In summary, there is an unmet need for new formulations of alogabat.

Summary of the invention

As a solution to the problems outlined above in relation to the Phase I capsule formulation and the tablet formulations disclosed in WO2018104419, the present invention provides a tablet that can be dispersed in a liquid, such as water or apple juice, prior to administration. This greatly facilitates the administration of alogabat to ASD and Angelman syndrome patients, in particular pediatric ASD and Angelman syndrome patients. Dispersing the tablet in an acidic beverage, such as apple juice, also overcomes the problem of the unpleasant bitter taste of the API, since it was found that the API has a low solubility at acidic pH. In other words, when a tablet according to the invention is dispersed in an in an acidic beverage, such as apple juice, the API will not dissolve, preventing it from unfolding its unpleasant bitter taste. In order to promote the disintegration of the tablets in water and acidic beverages, respectively, a superdisintegrant was added to the formulation.

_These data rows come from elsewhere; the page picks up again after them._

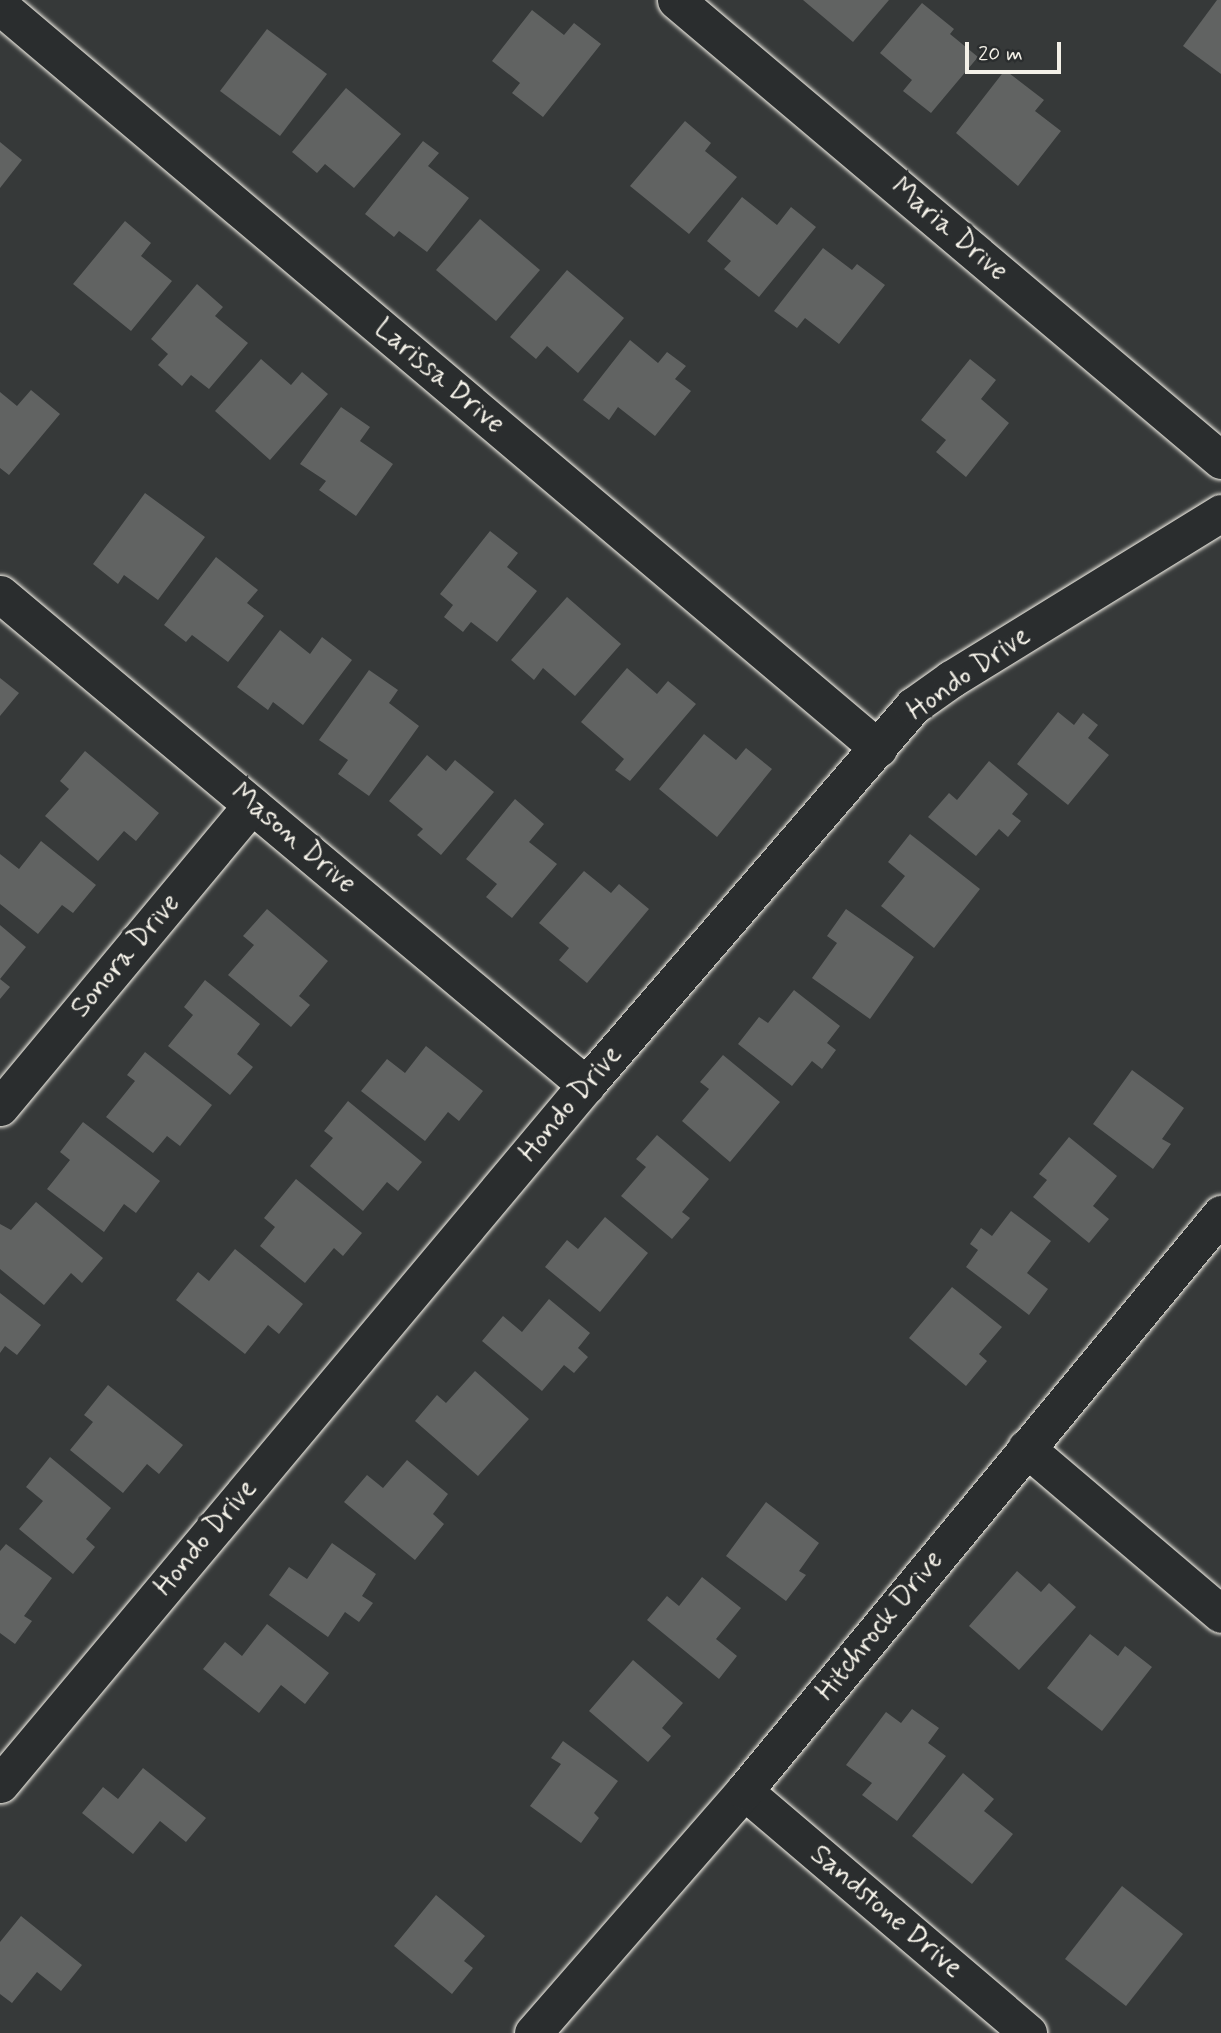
<!DOCTYPE html>
<style>
body{margin:0}
#map{position:relative;width:1221px;height:2033px;overflow:hidden;background:#363939;font-family:Mynerve,sans-serif}
div>[style]{position:absolute}
.building>*{inset:0;background:#616362}
.roads{filter:drop-shadow(0 0 2px #f4f1e8) drop-shadow(0 0 2px #f4f1e8)}
.street>*{height:37px;margin:-18.5px;padding:0 18.5px;transform-origin:18.5px;border-radius:18.5px;background:#2a2d2e}
span{translate:-50% -50%;white-space:nowrap;text-align:center;line-height:1.15;-webkit-text-stroke:7px #2a2d2e;paint-order:stroke}
.street-label{font-size:28px;color:#f4f1e8}
.scale{position:absolute;left:965px;top:42px;width:96px;height:32px;box-sizing:border-box;border:4px solid #f4f1e8;border-top:0;padding-left:9px;font-size:21px;line-height:24px;white-space:nowrap;color:#f4f1e8;-webkit-text-stroke:5px #2a2d2e;paint-order:stroke}
</style>
<div id="map">
<div class="building">
<div style="clip-path:polygon(803px 0,889px 0,853px 42px)"></div>
<div style="clip-path:polygon(1217px 0,1221px 0,1221px 74px,1183px 46px)"></div>
<div style="clip-path:polygon(922px 3px,954px 29px,950px 34px,978px 57px,931px 113px,903px 91px,912px 80px,880px 53px)"></div>
<div style="clip-path:polygon(532px 10px,564px 35px,574px 23px,601px 44px,543px 117px,512px 93px,520px 83px,492px 61px)"></div>
<div style="clip-path:polygon(267px 29px,327px 74px,280px 136px,220px 91px)"></div>
<div style="clip-path:polygon(1005px 70px,1044px 100px,1035px 111px,1061px 131px,1018px 186px,956px 133px)"></div>
<div style="clip-path:polygon(346px 88px,401px 134px,354px 188px,325px 164px,317px 173px,292px 152px)"></div>
<div style="clip-path:polygon(685px 121px,711px 143px,705px 151px,737px 177px,689px 234px,630px 186px)"></div>
<div style="clip-path:polygon(423px 141px,439px 153px,428px 166px,469px 198px,427px 252px,399px 231px,394px 237px,365px 214px)"></div>
<div style="clip-path:polygon(0 142px,22px 160px,0 188px)"></div>
<div style="clip-path:polygon(742px 197px,777px 225px,791px 207px,816px 227px,759px 297px,724px 269px,731px 261px,707px 241px)"></div>
<div style="clip-path:polygon(480px 219px,540px 270px,496px 321px,436px 270px)"></div>
<div style="clip-path:polygon(125px 221px,151px 243px,141px 256px,172px 281px,131px 331px,73px 284px)"></div>
<div style="clip-path:polygon(823px 248px,852px 270px,857px 264px,885px 285px,839px 344px,805px 318px,797px 328px,774px 311px)"></div>
<div style="clip-path:polygon(567px 270px,624px 318px,578px 373px,547px 346px,536px 359px,510px 337px)"></div>
<div style="clip-path:polygon(197px 284px,223px 307px,215px 316px,248px 343px,209px 389px,191px 375px,182px 386px,158px 365px,168px 354px,151px 339px)"></div>
<div style="clip-path:polygon(630px 340px,658px 363px,667px 352px,686px 366px,675px 379px,691px 391px,655px 436px,618px 407px,609px 420px,583px 400px)"></div>
<div style="clip-path:polygon(261px 359px,291px 385px,302px 372px,328px 394px,270px 460px,215px 411px)"></div>
<div style="clip-path:polygon(970px 359px,996px 380px,981px 399px,1009px 423px,966px 477px,936px 452px,946px 440px,921px 420px)"></div>
<div style="clip-path:polygon(31px 390px,60px 414px,9px 475px,0 468px,0 392px,17px 406px)"></div>
<div style="clip-path:polygon(341px 407px,370px 427px,360px 441px,393px 464px,356px 516px,319px 490px,326px 481px,300px 464px)"></div>
<div style="clip-path:polygon(145px 493px,205px 537px,158px 600px,124px 575px,118px 584px,93px 564px)"></div>
<div style="clip-path:polygon(490px 531px,518px 553px,507px 567px,537px 591px,497px 642px,471px 622px,463px 632px,444px 617px,453px 605px,440px 594px)"></div>
<div style="clip-path:polygon(216px 557px,258px 590px,247px 603px,264px 616px,228px 662px,192px 635px,186px 642px,164px 625px)"></div>
<div style="clip-path:polygon(567px 597px,621px 644px,575px 696px,543px 668px,534px 680px,511px 660px)"></div>
<div style="clip-path:polygon(280px 630px,310px 654px,322px 637px,352px 660px,303px 725px,273px 702px,268px 710px,237px 687px)"></div>
<div style="clip-path:polygon(627px 668px,657px 694px,668px 681px,696px 704px,630px 781px,615px 770px,624px 759px,581px 722px)"></div>
<div style="clip-path:polygon(369px 670px,398px 690px,389px 703px,419px 726px,369px 796px,338px 774px,348px 760px,319px 740px)"></div>
<div style="clip-path:polygon(0 678px,19px 693px,0 716px)"></div>
<div style="clip-path:polygon(1058px 712px,1074px 725px,1083px 713px,1098px 725px,1088px 738px,1109px 755px,1068px 805px,1017px 764px)"></div>
<div style="clip-path:polygon(704px 734px,736px 760px,746px 748px,772px 769px,717px 837px,659px 789px)"></div>
<div style="clip-path:polygon(85px 751px,159px 813px,136px 841px,124px 831px,98px 861px,45px 816px,69px 789px,60px 781px)"></div>
<div style="clip-path:polygon(427px 755px,446px 771px,455px 760px,494px 792px,441px 855px,417px 835px,423px 829px,389px 801px)"></div>
<div style="clip-path:polygon(989px 761px,1028px 794px,1012px 814px,1021px 821px,1008px 837px,999px 829px,976px 856px,928px 817px,949px 793px,957px 800px)"></div>
<div style="clip-path:polygon(515px 799px,544px 824px,529px 842px,557px 864px,512px 918px,486px 897px,497px 884px,466px 859px)"></div>
<div style="clip-path:polygon(910px 834px,980px 889px,934px 948px,881px 906px,905px 876px,888px 862px)"></div>
<div style="clip-path:polygon(41px 841px,96px 885px,73px 913px,62px 905px,38px 934px,0 904px,0 854px,19px 869px)"></div>
<div style="clip-path:polygon(584px 871px,611px 893px,619px 884px,649px 909px,587px 983px,559px 960px,569px 948px,539px 923px)"></div>
<div style="clip-path:polygon(267px 909px,328px 961px,299px 996px,310px 1005px,291px 1027px,228px 975px,254px 945px,243px 936px)"></div>
<div style="clip-path:polygon(846px 909px,914px 957px,870px 1019px,812px 978px,837px 943px,827px 936px)"></div>
<div style="clip-path:polygon(0 925px,26px 947px,0 979px,10px 987px,0 999px)"></div>
<div style="clip-path:polygon(205px 980px,260px 1024px,237px 1054px,253px 1067px,230px 1095px,168px 1046px,193px 1015px,184px 1007px)"></div>
<div style="clip-path:polygon(794px 990px,840px 1026px,827px 1043px,836px 1050px,822px 1069px,812px 1061px,792px 1086px,738px 1044px,759px 1017px,768px 1023px)"></div>
<div style="clip-path:polygon(426px 1046px,483px 1091px,459px 1121px,448px 1112px,425px 1141px,361px 1091px,387px 1059px,405px 1073px)"></div>
<div style="clip-path:polygon(145px 1052px,212px 1105px,180px 1146px,167px 1136px,153px 1153px,106px 1117px,135px 1081px,127px 1075px)"></div>
<div style="clip-path:polygon(723px 1055px,780px 1102px,730px 1162px,682px 1121px,709px 1089px,700px 1082px)"></div>
<div style="clip-path:polygon(1132px 1070px,1184px 1108px,1162px 1139px,1171px 1144px,1153px 1169px,1093px 1124px)"></div>
<div style="clip-path:polygon(348px 1101px,422px 1162px,398px 1191px,387px 1182px,363px 1211px,310px 1166px,333px 1138px,324px 1131px)"></div>
<div style="clip-path:polygon(83px 1122px,160px 1181px,136px 1213px,124px 1204px,104px 1232px,47px 1189px,70px 1160px,60px 1152px)"></div>
<div style="clip-path:polygon(657px 1135px,709px 1179px,682px 1212px,690px 1218px,672px 1239px,621px 1196px,646px 1167px,636px 1159px)"></div>
<div style="clip-path:polygon(1069px 1137px,1117px 1176px,1093px 1206px,1109px 1219px,1089px 1243px,1033px 1197px,1047px 1180px,1039px 1174px)"></div>
<div style="clip-path:polygon(296px 1179px,362px 1233px,343px 1256px,334px 1248px,305px 1283px,260px 1246px,275px 1227px,264px 1218px)"></div>
<div style="clip-path:polygon(36px 1202px,103px 1258px,82px 1283px,71px 1273px,44px 1305px,0 1269px,0 1224px,11px 1230px)"></div>
<div style="clip-path:polygon(1011px 1211px,1051px 1241px,1027px 1273px,1048px 1289px,1029px 1315px,966px 1267px,978px 1250px,970px 1244px,981px 1228px,992px 1236px)"></div>
<div style="clip-path:polygon(605px 1217px,648px 1253px,600px 1312px,545px 1267px,567px 1240px,578px 1249px)"></div>
<div style="clip-path:polygon(235px 1249px,303px 1304px,279px 1334px,268px 1325px,245px 1354px,176px 1300px,198px 1272px,209px 1281px)"></div>
<div style="clip-path:polygon(952px 1287px,1002px 1327px,979px 1354px,987px 1361px,966px 1386px,909px 1338px)"></div>
<div style="clip-path:polygon(0 1293px,41px 1325px,17px 1355px,5px 1346px,0 1353px)"></div>
<div style="clip-path:polygon(549px 1299px,590px 1333px,578px 1348px,588px 1357px,574px 1373px,564px 1365px,542px 1391px,482px 1341px,503px 1316px,522px 1332px)"></div>
<div style="clip-path:polygon(475px 1371px,529px 1419px,478px 1476px,415px 1421px,437px 1395px,446px 1403px)"></div>
<div style="clip-path:polygon(108px 1385px,183px 1445px,159px 1474px,147px 1464px,123px 1493px,70px 1450px,93px 1422px,84px 1415px)"></div>
<div style="clip-path:polygon(50px 1457px,111px 1508px,86px 1539px,95px 1547px,73px 1574px,19px 1529px,43px 1501px,26px 1487px)"></div>
<div style="clip-path:polygon(407px 1460px,448px 1494px,433px 1514px,444px 1524px,415px 1560px,344px 1502px,367px 1475px,383px 1488px)"></div>
<div style="clip-path:polygon(766px 1502px,819px 1543px,799px 1571px,806px 1575px,786px 1601px,726px 1556px)"></div>
<div style="clip-path:polygon(332px 1543px,376px 1574px,362px 1596px,373px 1603px,359px 1622px,345px 1612px,328px 1637px,269px 1595px,289px 1567px,307px 1579px)"></div>
<div style="clip-path:polygon(6px 1544px,52px 1578px,24px 1616px,32px 1621px,15px 1644px,0 1633px,0 1551px)"></div>
<div style="clip-path:polygon(1017px 1571px,1041px 1592px,1049px 1583px,1076px 1607px,1019px 1670px,969px 1626px)"></div>
<div style="clip-path:polygon(702px 1577px,741px 1608px,716px 1639px,737px 1656px,719px 1679px,647px 1620px,667px 1596px,679px 1606px)"></div>
<div style="clip-path:polygon(267px 1624px,329px 1673px,305px 1704px,281px 1685px,259px 1713px,203px 1669px,225px 1642px,242px 1656px)"></div>
<div style="clip-path:polygon(1090px 1634px,1118px 1656px,1125px 1646px,1152px 1667px,1102px 1731px,1047px 1688px)"></div>
<div style="clip-path:polygon(633px 1660px,683px 1703px,662px 1728px,671px 1736px,648px 1762px,589px 1711px)"></div>
<div style="clip-path:polygon(912px 1709px,939px 1728px,928px 1743px,946px 1756px,897px 1821px,862px 1795px,872px 1783px,846px 1765px,886px 1712px,901px 1723px)"></div>
<div style="clip-path:polygon(563px 1741px,618px 1781px,594px 1813px,599px 1818px,581px 1843px,530px 1806px,561px 1764px,551px 1758px)"></div>
<div style="clip-path:polygon(143px 1768px,206px 1818px,186px 1842px,160px 1821px,133px 1854px,82px 1813px,103px 1787px,118px 1799px)"></div>
<div style="clip-path:polygon(963px 1773px,994px 1799px,984px 1811px,1013px 1834px,972px 1884px,912px 1836px)"></div>
<div style="clip-path:polygon(1122px 1886px,1183px 1934px,1126px 2006px,1065px 1959px)"></div>
<div style="clip-path:polygon(436px 1895px,485px 1936px,464px 1961px,473px 1968px,452px 1994px,394px 1946px)"></div>
<div style="clip-path:polygon(21px 1916px,82px 1965px,61px 1991px,37px 1972px,12px 2003px,0 1994px,0 1942px)"></div>
</div>
<div class="roads">
<div class="street">
<div style="left:676px;top:0;width:713px;rotate:40.17deg"></div>
<div style="left:0;top:6px;width:1150px;rotate:40.2deg"></div>
<div style="left:0;top:594px;width:765px;rotate:39.96deg"></div>
<div style="left:0;top:1107px;width:393px;rotate:-50.2deg"></div>
<div style="left:1026px;top:1448px;width:256px;rotate:40.4deg"></div>
<div style="left:0;top:1784px;width:912px;rotate:-50.03deg"></div>
<div style="left:586px;top:1085px;width:501px;rotate:-49.21deg"></div>
<div style="left:913px;top:706px;width:47px;rotate:-35.4deg"></div>
<div style="left:951px;top:679px;width:317px;rotate:-31.6deg"></div>
<div style="left:744px;top:1791px;width:373px;rotate:40.4deg"></div>
<div style="left:533px;top:2033px;width:321px;rotate:-48.9deg"></div>
<div style="left:744px;top:1791px;width:749px;rotate:-50.42deg"></div>
</div>
</div>
<div class="street-label">
<span style="left:949px;top:230px;rotate:40deg">Maria Drive</span>
<span style="left:439px;top:377px;rotate:40deg">Larissa Drive</span>
<span style="left:969px;top:674px;rotate:-35deg">Hondo Drive</span>
<span style="left:293px;top:839px;rotate:40deg">Mason Drive</span>
<span style="left:126px;top:956px;rotate:-50deg">Sonora Drive</span>
<span style="left:571px;top:1104px;rotate:-50deg">Hondo Drive</span>
<span style="left:206px;top:1538px;rotate:-50deg">Hondo Drive</span>
<span style="left:880px;top:1626px;rotate:-51deg">Hitchrock Drive</span>
<span style="left:886px;top:1912px;rotate:40deg">Sandstone Drive</span>
</div>
<div class="scale">20 m</div>
</div>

During the development of thetablet formulation of the invention, it was surprisingly found that, at high drug loads of >25%, lamination and capping occurred upon compressing the formulation blends into tablet kernels. The reason for this behavior might be found in the intrinsic mechanical properties of the API. Namely, it was found that the API exhibits an extreme plastic behavior even at low compaction pressures. Consequently, the tablets according to the invention have a drug load of <25%.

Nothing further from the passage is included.